Forget Marvel And DC These Are The Next Comics That Should Be Movies

By Jonathan Klotz | Updated

Referred to as The Big Two in the comic industry, Marvel and DC are not the only game in town. Smaller publishers, like Boom! Studios and Top Cow, with the larger, but not quite corporate behemoths like Image and Dark Horse, also have great series that could be easily adapted into comic book movies. Best of all, not all of them are superhero stories, and all of them are dramatically different from what Marvel and DC are putting out today.

5. Irreedeemable/Incorruptible

Two series that tell one story from different points of view, sort of, Irreedeemable tells the tale of The Plutonian, the world’s strongest superhero turned the world’s greatest villain. Incorruptible, is the opposite and follows Max Damage, one of The Plutonian’s greatest enemies, as he tries to repair the broken world and become a better man.

Last year, The Hollywood Reporter revealed that Jeymes Samuel, director of The Harder They Fall, was adapting the pair into a single comic book movie written by Kemp Powers, known for writing and directing Pixar’s Soul. Since then, not much has come out about the film, but we remain hopeful, as the two series are among the best non-Marvel/DC graphic novels of all time.

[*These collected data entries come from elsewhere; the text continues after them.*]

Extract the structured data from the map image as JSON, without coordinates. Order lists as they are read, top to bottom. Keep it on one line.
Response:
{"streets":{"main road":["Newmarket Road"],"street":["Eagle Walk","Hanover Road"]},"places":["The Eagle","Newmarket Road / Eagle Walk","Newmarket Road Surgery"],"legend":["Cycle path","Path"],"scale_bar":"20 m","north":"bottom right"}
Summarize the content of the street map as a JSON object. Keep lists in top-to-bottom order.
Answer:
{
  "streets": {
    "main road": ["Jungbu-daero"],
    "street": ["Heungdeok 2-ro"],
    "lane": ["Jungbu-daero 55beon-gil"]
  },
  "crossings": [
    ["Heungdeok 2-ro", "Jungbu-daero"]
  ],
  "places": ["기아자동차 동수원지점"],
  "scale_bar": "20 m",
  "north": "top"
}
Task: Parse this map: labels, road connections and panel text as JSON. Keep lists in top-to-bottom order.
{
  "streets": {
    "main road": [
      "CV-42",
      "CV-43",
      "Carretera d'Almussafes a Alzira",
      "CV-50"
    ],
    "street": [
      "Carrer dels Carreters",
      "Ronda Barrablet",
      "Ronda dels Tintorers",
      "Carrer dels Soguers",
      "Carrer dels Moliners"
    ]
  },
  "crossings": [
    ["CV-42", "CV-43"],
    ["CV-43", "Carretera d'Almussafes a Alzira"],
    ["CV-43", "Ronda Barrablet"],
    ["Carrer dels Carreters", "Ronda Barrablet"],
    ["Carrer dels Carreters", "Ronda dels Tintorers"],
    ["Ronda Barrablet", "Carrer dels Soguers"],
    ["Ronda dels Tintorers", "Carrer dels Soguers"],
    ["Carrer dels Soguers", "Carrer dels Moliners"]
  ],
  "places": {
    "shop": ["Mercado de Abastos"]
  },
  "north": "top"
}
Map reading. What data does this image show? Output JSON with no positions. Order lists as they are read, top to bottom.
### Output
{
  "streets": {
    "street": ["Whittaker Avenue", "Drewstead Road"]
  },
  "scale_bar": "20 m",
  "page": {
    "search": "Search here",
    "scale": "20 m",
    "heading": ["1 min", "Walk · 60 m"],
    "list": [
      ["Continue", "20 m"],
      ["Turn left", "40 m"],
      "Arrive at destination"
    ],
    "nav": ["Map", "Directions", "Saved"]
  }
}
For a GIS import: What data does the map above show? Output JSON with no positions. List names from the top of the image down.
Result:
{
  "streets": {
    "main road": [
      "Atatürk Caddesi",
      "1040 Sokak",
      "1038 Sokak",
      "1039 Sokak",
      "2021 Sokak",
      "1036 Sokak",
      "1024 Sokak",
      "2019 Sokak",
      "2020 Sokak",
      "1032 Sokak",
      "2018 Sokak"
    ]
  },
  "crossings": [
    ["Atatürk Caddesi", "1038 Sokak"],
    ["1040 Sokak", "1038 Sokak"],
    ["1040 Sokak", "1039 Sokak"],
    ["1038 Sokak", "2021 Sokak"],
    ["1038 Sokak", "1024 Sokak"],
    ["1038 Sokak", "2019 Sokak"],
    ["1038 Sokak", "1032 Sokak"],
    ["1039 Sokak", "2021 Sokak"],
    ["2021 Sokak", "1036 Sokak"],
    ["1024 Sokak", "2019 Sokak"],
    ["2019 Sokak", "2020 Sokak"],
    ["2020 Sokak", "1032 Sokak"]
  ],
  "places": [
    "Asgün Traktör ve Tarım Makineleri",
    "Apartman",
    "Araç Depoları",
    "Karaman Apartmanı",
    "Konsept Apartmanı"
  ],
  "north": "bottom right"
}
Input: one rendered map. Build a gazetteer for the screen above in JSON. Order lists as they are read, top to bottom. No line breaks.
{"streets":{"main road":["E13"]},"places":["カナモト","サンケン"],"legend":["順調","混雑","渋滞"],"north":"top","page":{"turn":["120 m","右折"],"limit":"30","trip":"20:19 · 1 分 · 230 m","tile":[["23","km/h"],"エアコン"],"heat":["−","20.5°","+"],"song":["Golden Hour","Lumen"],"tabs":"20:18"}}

4. Something Is Killing The Children

Created by recent Batman writer James Tynion IV, Something Is Killing The Children is an Eisner-award-winning horror series about Erica Slaughter, a woman who hunts and kills monsters. The only one that believes the children of Archer’s Peak, the story keeps getting darker and bigger after the initial five-series run, and grew to include a spin-off, House of Slaughter.

Netflix revealed that it had hired Mike Flanagan (Black Mass) to develop a series based on Something Is Killing The Children, but a movie, focused on the first arc, might be more realistic and likely. With the last update, it was revealed that Flanagan left the project, and the team behind Dark and 1899, Baran bo Odor and Jantje Friese, would be helming the project.

3. Hack/Slash

Another horror series, Hack/Slash, takes the horror trope of the “Final Girl” and turns it around, with former victim Cassie Hack hunting down the “Slashers,” either undead killers filled with hatred or psychotic humans; either way, they all bleed the same. Joining her is the mysterious Vlad, a large, musclebound man raised by a kindly butcher. Joining forces, the pair goes to battle with original Slashers and cross-over stars, including Chucky.

Released as a series of one-shots and limited series, with the exception being the 25-issue multi-year run, just one arc of the series could make a great comic book horror movie. My First Maniac, a four-issue limited run, would be a great base, perhaps incorporating the partnership between Cassie and Vlad to flesh it out. Either way, if a movie ever happens, brace yourself for Halloween to be filled with Cassie and Vlad costumes.

2. The Darkness

A former mob hitman and notorious womanizer, Jackie Estacado becomes the latest host for The Darkness, an ancient evil, but he rebelled against it. Trying to quit the mob while dealing with all the other factions vying for his power, Jackie ends up going to hell, gets better, comes back, and, with more control over his power, wages a one-man war on evil using evil as his weapon.

The Darkness is set in the same universe as Witchblade, so if a movie focused on the dark antihero worked out, somehow, a follow-up featuring the popular heroine might finally happen. Though not a movie, The Darkness was a hit video game on the Xbox 360 and PlayStation 3, followed by a sequel. We think it would make a great comic book movie by being darker than anything Marvel has ever done, and if it gets an R-rating like it deserves, more violent than any Batman movie.

1. Chew

From horror and anti-heroes to Chew, the story of Tony Chu, a cibopath that can eat something and get a psychic vision of, say, the cook killing the chicken or eats a berry and discovers the horrifying origins behind it. In the world of Chew, chicken is outlawed following a bird flu that killed millions, but that hasn’t stopped a black market for poultry from popping up. Needless to say, the series is wildly different from any other comic book movie ever.

While it could work very well as an X-Files-style series, Chew could be a hit movie as well, but the story would need to be broken up into “chunks.” Either way, we just want to see Poyo, the lethal luchador chicken, become the next Groot. He’s a murderous chicken in a luchador mask, and he’s not even the strangest character in Chew.